• **Task prompt**
Look through the lines below and extract each one that contains "lineWidth".

Saved data entries
= = = = = = =

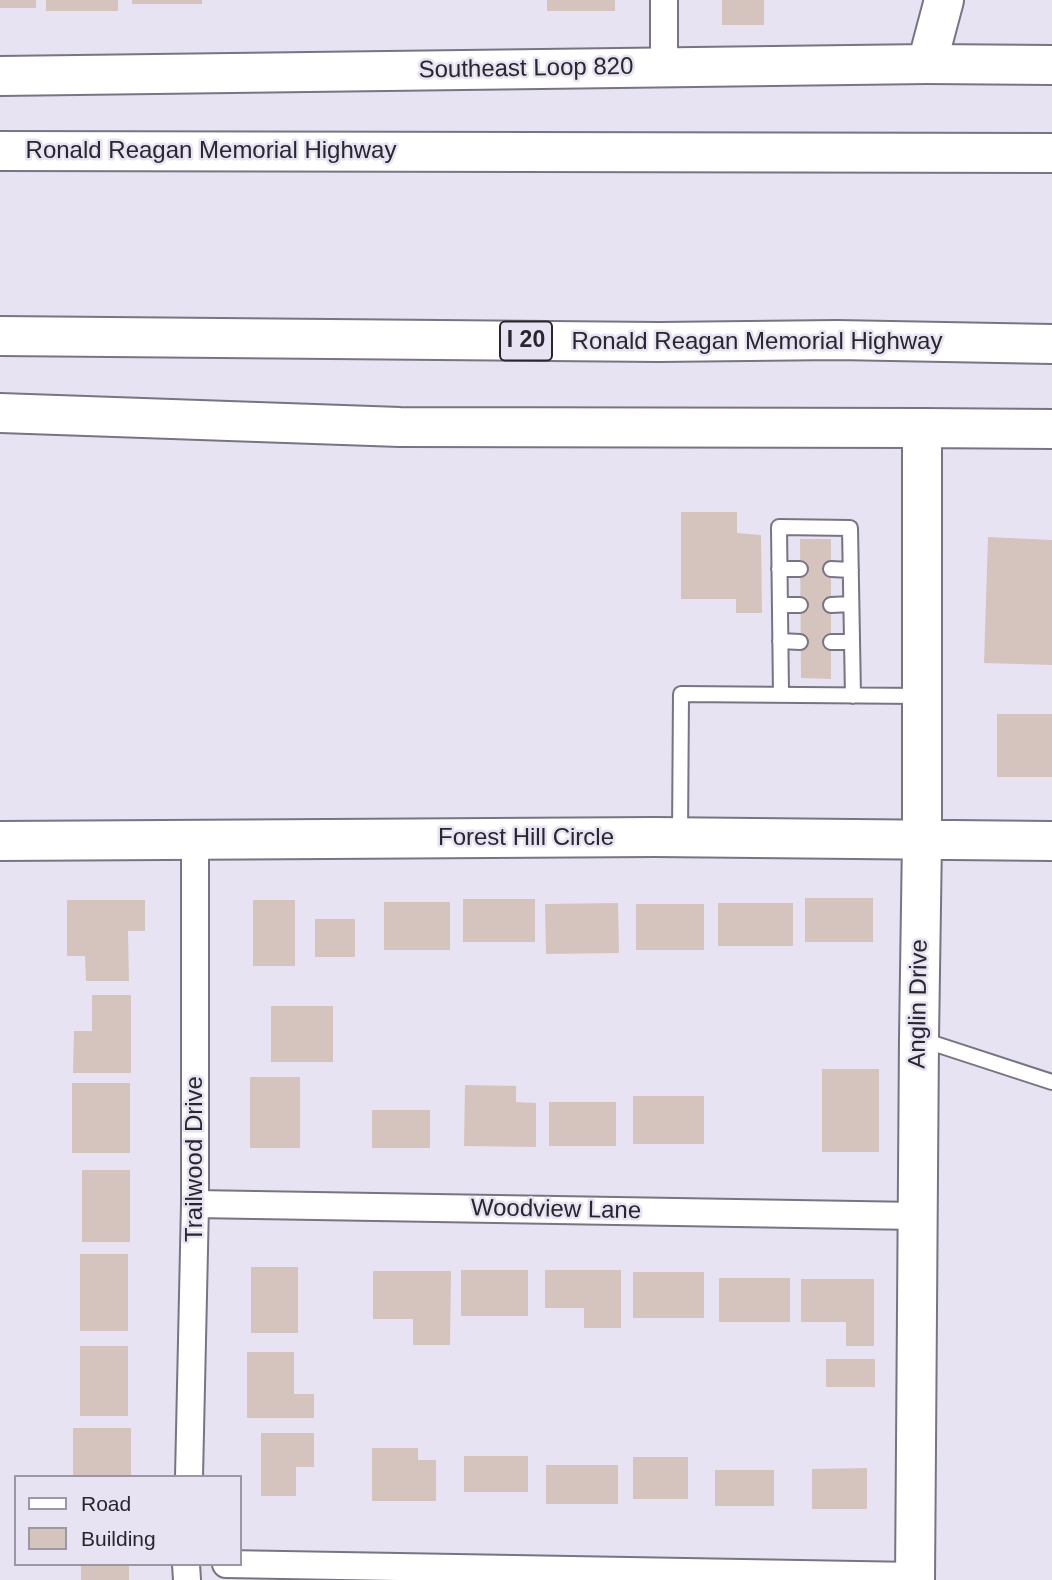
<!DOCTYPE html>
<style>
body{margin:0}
#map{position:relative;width:1052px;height:1580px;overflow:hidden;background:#e7e3f3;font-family:Arial,sans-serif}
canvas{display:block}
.legend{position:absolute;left:14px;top:1475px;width:228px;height:91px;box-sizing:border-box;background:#e7e3f3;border:2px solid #9b98a4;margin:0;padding:9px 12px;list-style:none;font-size:21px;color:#29272d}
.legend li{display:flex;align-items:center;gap:14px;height:35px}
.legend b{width:35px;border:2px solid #9b98a4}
</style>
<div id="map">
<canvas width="1052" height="1580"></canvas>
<ul class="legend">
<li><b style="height:9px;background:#fff"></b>Road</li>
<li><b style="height:19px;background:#d5c4be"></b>Building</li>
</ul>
</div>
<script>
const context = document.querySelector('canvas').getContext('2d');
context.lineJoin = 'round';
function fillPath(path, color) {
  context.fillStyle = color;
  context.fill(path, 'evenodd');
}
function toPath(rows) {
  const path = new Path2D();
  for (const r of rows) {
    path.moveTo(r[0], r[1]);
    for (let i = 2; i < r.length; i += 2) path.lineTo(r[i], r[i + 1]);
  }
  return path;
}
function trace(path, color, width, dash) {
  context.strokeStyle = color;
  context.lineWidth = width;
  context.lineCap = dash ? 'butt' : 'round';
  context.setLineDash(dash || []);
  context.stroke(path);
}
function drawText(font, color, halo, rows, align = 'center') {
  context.font = font + ' Arial,sans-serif';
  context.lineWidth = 5;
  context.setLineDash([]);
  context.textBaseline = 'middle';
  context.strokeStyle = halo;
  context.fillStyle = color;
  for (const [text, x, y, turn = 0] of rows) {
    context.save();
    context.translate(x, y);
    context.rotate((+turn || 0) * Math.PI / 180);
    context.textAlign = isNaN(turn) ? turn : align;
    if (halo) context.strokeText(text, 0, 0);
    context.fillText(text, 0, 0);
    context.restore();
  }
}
const building = toPath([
 [0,0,36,0,36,8,0,8],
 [46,0,118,0,118,11,46,11],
 [132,0,202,0,202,4,132,4],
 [547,0,615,0,615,11,547,11],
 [722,0,764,0,764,25,722,25],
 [681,512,737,512,737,533,761,535,762,613,736,613,736,599,681,599],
 [988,537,1052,540,1052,665,984,663],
 [800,539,831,539,831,679,801,678],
 [997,714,1052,714,1052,777,997,777],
 [805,898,873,898,873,942,805,942],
 [463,899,535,899,535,942,463,942],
 [67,900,145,900,145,931,128,931,129,981,86,981,85,956,67,956],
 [253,900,295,900,295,966,253,966],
 [384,902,450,902,450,950,384,950],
 [618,903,619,953,546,954,545,904],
 [718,903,793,903,793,946,718,946],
 [636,904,704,904,704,950,636,950],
 [315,919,355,919,355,957,315,957],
 [92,995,131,995,131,1073,73,1073,74,1031,92,1031],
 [271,1006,333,1006,333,1062,271,1062],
 [822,1069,879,1069,879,1152,822,1152],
 [250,1077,300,1077,300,1148,250,1148],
 [72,1083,130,1083,130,1153,72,1153],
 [465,1085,516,1086,516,1102,536,1103,536,1147,464,1146],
 [633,1096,704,1096,704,1144,633,1144],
 [549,1102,616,1102,616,1146,549,1146],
 [372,1110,430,1110,430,1148,372,1148],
 [82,1170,130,1170,130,1242,82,1242],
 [80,1254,128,1254,128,1331,80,1331],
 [251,1267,298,1267,298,1333,251,1333],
 [461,1270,528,1270,528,1316,461,1316],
 [545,1270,621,1270,621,1328,584,1328,584,1308,545,1308],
 [373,1271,451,1271,450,1345,413,1345,413,1319,373,1319],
 [633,1272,704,1272,704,1318,633,1318],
 [719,1278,790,1278,790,1322,719,1322],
 [801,1279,874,1279,874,1346,846,1346,846,1322,801,1322],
 [80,1346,128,1346,128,1416,80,1416],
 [247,1352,294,1352,294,1394,314,1394,314,1418,247,1418],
 [826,1359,875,1359,875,1387,826,1387],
 [73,1428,131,1428,131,1477,73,1477],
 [261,1433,314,1433,314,1467,296,1467,296,1496,261,1496],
 [372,1448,418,1448,418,1460,436,1460,436,1501,372,1501],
 [464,1456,528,1456,528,1492,464,1492],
 [633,1457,688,1457,688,1499,633,1499],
 [546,1465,618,1465,618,1504,546,1504],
 [867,1468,867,1509,812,1509,812,1469],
 [715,1470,774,1470,774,1506,715,1506],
 [81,1564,129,1564,129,1580,81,1580]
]);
const lane = toPath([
 [779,569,800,569],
 [831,569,851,570],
 [780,605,800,605],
 [831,605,851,604],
 [780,641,800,642],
 [831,642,852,642],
 [781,695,779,527,850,528,853,696],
 [680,836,681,694,921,696],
 [920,1039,1052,1082]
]);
const street = toPath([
 [664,68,664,0],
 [195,1204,917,1216],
 [189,1477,195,1204,195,841],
 [186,1564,187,1580],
 [226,1564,915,1576]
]);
const secondary = toPath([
 [927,64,944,0],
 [0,76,927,64,1052,65],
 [0,841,655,837,1052,841],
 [915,1580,919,1038,922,840,922,428,1052,429]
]);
const highway = toPath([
 [0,151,1052,153],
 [0,336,659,342,837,340,1052,344],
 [0,413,400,427,922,428]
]);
const shields = [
 [526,341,52]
];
const shieldNames = [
 ["I 20",526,341]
];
const streetNames = [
 ["Southeast Loop 820",526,69,-1],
 ["Ronald Reagan Memorial Highway",211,151],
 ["Ronald Reagan Memorial Highway",757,342],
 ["Forest Hill Circle",526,838],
 ["Anglin Drive",919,1004,-89],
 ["Trailwood Drive",195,1159,-90],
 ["Woodview Lane",556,1210,1]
];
fillPath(building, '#d5c4be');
trace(lane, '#787481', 18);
trace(street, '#787481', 30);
trace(secondary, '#787481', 42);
trace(highway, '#787481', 42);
trace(lane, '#fff', 14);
trace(street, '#fff', 26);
trace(secondary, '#fff', 38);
trace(highway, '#fff', 38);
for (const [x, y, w] of shields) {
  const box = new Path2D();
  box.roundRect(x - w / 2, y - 19.5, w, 39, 5);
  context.fillStyle = '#e7e3f3';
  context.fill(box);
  trace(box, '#29272d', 2);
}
drawText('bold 23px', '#29272d', null, shieldNames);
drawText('24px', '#29272d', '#e7e3f3', streetNames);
</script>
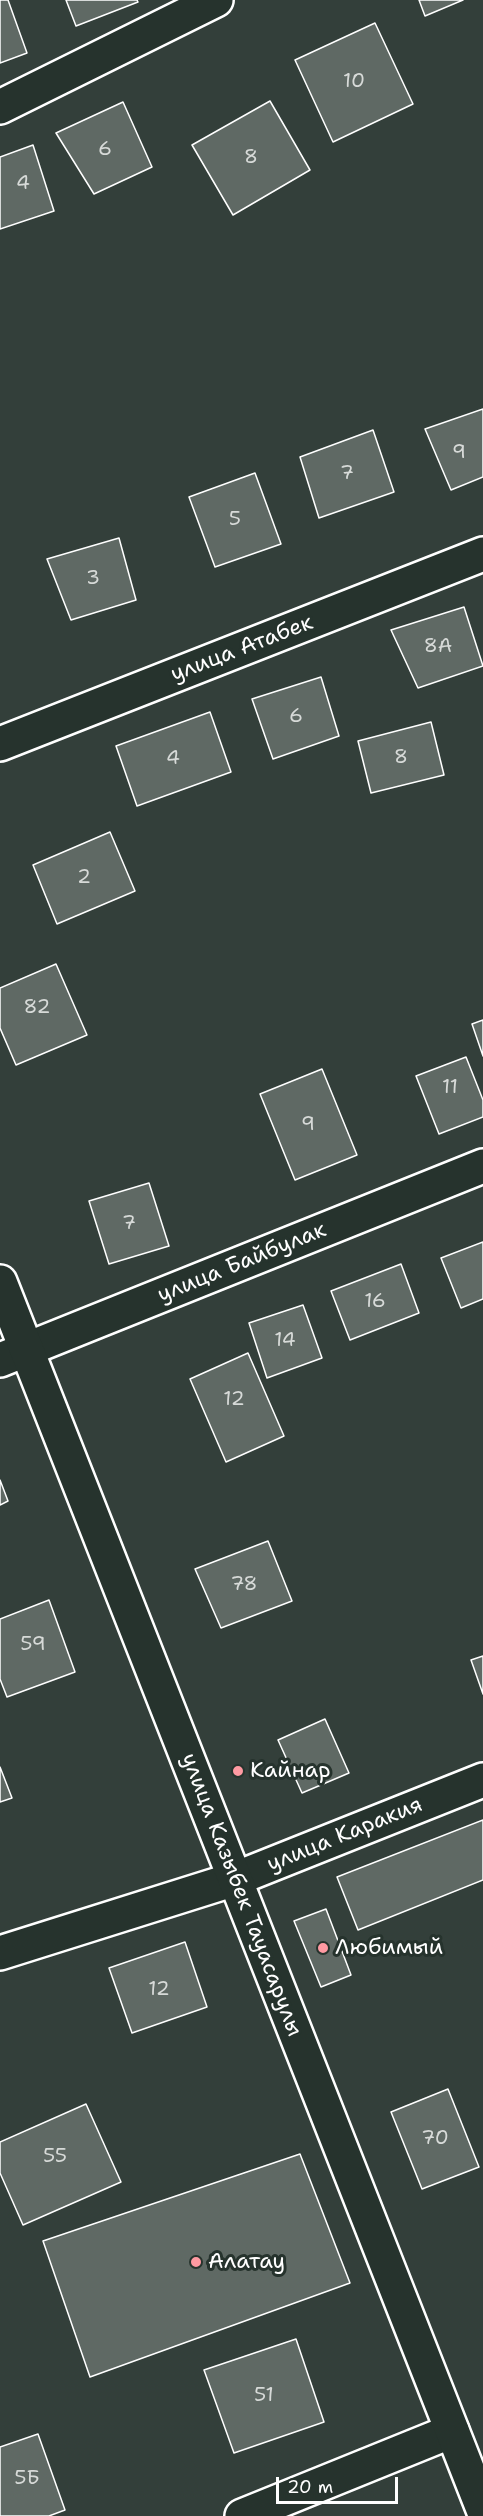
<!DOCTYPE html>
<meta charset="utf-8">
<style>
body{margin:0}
#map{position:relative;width:483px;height:2516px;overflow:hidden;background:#333f3a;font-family:"Shantell Sans",sans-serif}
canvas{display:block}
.scale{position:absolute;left:276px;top:2477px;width:122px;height:27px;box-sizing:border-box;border:3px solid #fff;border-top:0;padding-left:8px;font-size:18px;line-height:21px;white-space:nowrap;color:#fff;-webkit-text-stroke:4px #26332d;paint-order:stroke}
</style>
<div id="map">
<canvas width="483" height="2516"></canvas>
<div class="scale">20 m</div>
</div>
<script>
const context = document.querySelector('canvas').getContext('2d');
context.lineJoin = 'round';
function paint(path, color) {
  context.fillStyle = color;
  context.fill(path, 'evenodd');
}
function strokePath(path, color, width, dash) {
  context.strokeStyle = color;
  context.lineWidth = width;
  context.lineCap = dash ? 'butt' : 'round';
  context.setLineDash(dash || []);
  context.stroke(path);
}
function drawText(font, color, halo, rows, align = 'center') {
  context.font = font + ' "Shantell Sans",sans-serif';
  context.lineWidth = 6;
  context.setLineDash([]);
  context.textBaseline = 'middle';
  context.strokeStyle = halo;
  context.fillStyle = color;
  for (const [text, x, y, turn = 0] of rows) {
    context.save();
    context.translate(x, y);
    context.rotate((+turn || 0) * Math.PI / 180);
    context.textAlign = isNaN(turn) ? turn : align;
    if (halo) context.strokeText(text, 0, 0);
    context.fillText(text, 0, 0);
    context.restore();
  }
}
const building = new Path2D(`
 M0 0H8L27 53 0 63Z
 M66 0H137L138 2 76 26Z
 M419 0H463L425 16Z
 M375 23 413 104 333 142 295 60Z
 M270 101 310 170 233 215 192 145Z
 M123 102 152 167 94 194 56 133Z
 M33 145 54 211 0 229V157Z
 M483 409V477L451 490 425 429Z
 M373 430 394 492 319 518 300 457Z
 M255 473 281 544 215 567 189 497Z
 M119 538 136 600 71 620 47 559Z
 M464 607 483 666 418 688 391 630Z
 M321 677 339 736 273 759 252 699Z
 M210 712 231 772 137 806 116 746Z
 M431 722 444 775 371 793 358 741Z
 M110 832 135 891 57 924 33 865Z
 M56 964 87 1035 16 1065 0 1028V988Z
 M483 1020V1056L472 1024Z
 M466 1057 483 1100V1117L439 1134 416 1076Z
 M322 1069 357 1155 295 1180 260 1094Z
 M149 1183 169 1246 109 1264 89 1201Z
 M483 1242V1299L461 1308 441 1258Z
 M401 1264 419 1313 350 1340 331 1291Z
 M303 1305 322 1358 267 1378 249 1323Z
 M248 1353 284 1436 226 1462 190 1379Z
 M0 1480 8 1501 0 1505Z
 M268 1541 292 1601 221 1628 195 1569Z
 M49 1600 75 1672 7 1697 0 1679V1619Z
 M483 1656V1694L471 1660Z
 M325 1719 349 1773 302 1793 278 1740Z
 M0 1767 12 1798 0 1802Z
 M483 1820V1880L358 1930 337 1877Z
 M326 1909 351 1975 321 1987 294 1921Z
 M185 1942 207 2007 132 2033 109 1968Z
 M448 2089 479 2167 422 2189 391 2112Z
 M86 2104 121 2182 23 2225 0 2173V2142Z
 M300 2154 350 2283 90 2377 43 2241Z
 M296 2339 324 2422 234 2453 204 2370Z
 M38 2434 65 2510 49 2516H0V2447Z`);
const minor = new Path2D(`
 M0 107 216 0
 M0 744 483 554
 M0 1360 483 1166
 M0 1953 235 1879 483 1780
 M242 2516 452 2431`);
const tertiary = new Path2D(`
 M0 1282 483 2509`);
const markers = [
 [238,1771,6,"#ff9aa2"],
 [323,1948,6,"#ff9aa2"],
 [196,2262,6,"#ff9aa2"]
];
const numberNames = [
 ["10",354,82],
 ["6",105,150],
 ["8",251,158],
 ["4",23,184],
 ["9",459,453],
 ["7",347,474],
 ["5",235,520],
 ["3",93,579],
 ["8А",438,647],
 ["6",296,717],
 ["8",401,758],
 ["4",173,759],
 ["2",84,878],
 ["82",37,1008],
 ["11",450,1088],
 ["9",308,1125],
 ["7",129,1224],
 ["16",375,1302],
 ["14",285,1341],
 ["12",234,1400],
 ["78",244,1585],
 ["59",33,1645],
 ["12",159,1990],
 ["70",435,2139],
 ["55",55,2157],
 ["51",264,2396],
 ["5Б",27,2479]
];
const streetNames = [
 ["улица Атабек",242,649,-21],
 ["улица Байбулак",242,1263,-22],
 ["улица Каракия",345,1835,-22],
 ["улица Казыбек Тауасарулы",241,1895,69]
];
const poiNames = [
 ["Кайнар",250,1771],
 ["Любимый",335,1948],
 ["Алатау",208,2262]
];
paint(building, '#5f6964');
strokePath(building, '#fff', 1.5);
strokePath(minor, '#fff', 38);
strokePath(tertiary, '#fff', 38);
strokePath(minor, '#26332d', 33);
strokePath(tertiary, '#26332d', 33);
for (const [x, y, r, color] of markers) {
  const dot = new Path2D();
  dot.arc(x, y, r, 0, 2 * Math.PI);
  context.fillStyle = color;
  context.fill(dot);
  strokePath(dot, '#26332d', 2);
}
drawText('20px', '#d7dad8', null, numberNames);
drawText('22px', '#fff', '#26332d', streetNames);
drawText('22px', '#fff', '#26332d', poiNames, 'left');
</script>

= = = = = = =

• **Result**
  context.lineWidth = width;
  context.lineWidth = 5;
  context.lineWidth = width;
  context.lineWidth = 6;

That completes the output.